What you should do => Reply with each record repeated exactly.

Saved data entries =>
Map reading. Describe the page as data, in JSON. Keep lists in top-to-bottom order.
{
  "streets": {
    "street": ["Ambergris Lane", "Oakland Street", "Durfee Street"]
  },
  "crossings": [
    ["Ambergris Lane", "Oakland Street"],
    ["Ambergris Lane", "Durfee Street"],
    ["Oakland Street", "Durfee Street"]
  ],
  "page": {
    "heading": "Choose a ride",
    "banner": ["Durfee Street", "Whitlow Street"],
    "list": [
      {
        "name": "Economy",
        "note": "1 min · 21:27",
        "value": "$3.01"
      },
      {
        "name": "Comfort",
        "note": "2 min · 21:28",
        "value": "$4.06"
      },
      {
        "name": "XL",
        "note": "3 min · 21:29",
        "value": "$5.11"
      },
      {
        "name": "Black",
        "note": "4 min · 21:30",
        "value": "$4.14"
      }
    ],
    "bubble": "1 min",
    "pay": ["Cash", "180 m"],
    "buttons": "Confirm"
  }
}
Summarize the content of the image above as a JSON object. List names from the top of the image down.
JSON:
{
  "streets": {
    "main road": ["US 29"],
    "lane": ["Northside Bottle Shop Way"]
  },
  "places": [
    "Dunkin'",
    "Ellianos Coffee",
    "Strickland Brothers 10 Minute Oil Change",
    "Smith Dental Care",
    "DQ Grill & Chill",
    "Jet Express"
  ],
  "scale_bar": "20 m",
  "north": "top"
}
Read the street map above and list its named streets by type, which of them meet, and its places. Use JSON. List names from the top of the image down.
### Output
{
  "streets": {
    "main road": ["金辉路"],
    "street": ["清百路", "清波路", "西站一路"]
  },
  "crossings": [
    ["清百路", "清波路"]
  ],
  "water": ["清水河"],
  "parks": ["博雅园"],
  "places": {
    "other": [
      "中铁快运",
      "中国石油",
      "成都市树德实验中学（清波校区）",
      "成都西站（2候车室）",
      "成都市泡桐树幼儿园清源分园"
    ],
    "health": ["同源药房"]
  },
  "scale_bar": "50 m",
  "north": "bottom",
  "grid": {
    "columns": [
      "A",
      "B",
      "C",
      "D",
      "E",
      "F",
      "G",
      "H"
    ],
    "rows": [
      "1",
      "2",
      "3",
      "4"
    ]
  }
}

Solution for this task =>
Map reading. Describe the page as data, in JSON. Keep lists in top-to-bottom order.
{
  "streets": {
    "street": ["Ambergris Lane", "Oakland Street", "Durfee Street"]
  },
  "crossings": [
    ["Ambergris Lane", "Oakland Street"],
    ["Ambergris Lane", "Durfee Street"],
    ["Oakland Street", "Durfee Street"]
  ],
  "page": {
    "heading": "Choose a ride",
    "banner": ["Durfee Street", "Whitlow Street"],
    "list": [
      {
        "name": "Economy",
        "note": "1 min · 21:27",
        "value": "$3.01"
      },
      {
        "name": "Comfort",
        "note": "2 min · 21:28",
        "value": "$4.06"
      },
      {
        "name": "XL",
        "note": "3 min · 21:29",
        "value": "$5.11"
      },
      {
        "name": "Black",
        "note": "4 min · 21:30",
        "value": "$4.14"
      }
    ],
    "bubble": "1 min",
    "pay": ["Cash", "180 m"],
    "buttons": "Confirm"
  }
}
Summarize the content of the image above as a JSON object. List names from the top of the image down.
JSON:
{
  "streets": {
    "main road": ["US 29"],
    "lane": ["Northside Bottle Shop Way"]
  },
  "places": [
    "Dunkin'",
    "Ellianos Coffee",
    "Strickland Brothers 10 Minute Oil Change",
    "Smith Dental Care",
    "DQ Grill & Chill",
    "Jet Express"
  ],
  "scale_bar": "20 m",
  "north": "top"
}
Read the street map above and list its named streets by type, which of them meet, and its places. Use JSON. List names from the top of the image down.
### Output
{
  "streets": {
    "main road": ["金辉路"],
    "street": ["清百路", "清波路", "西站一路"]
  },
  "crossings": [
    ["清百路", "清波路"]
  ],
  "water": ["清水河"],
  "parks": ["博雅园"],
  "places": {
    "other": [
      "中铁快运",
      "中国石油",
      "成都市树德实验中学（清波校区）",
      "成都西站（2候车室）",
      "成都市泡桐树幼儿园清源分园"
    ],
    "health": ["同源药房"]
  },
  "scale_bar": "50 m",
  "north": "bottom",
  "grid": {
    "columns": [
      "A",
      "B",
      "C",
      "D",
      "E",
      "F",
      "G",
      "H"
    ],
    "rows": [
      "1",
      "2",
      "3",
      "4"
    ]
  }
}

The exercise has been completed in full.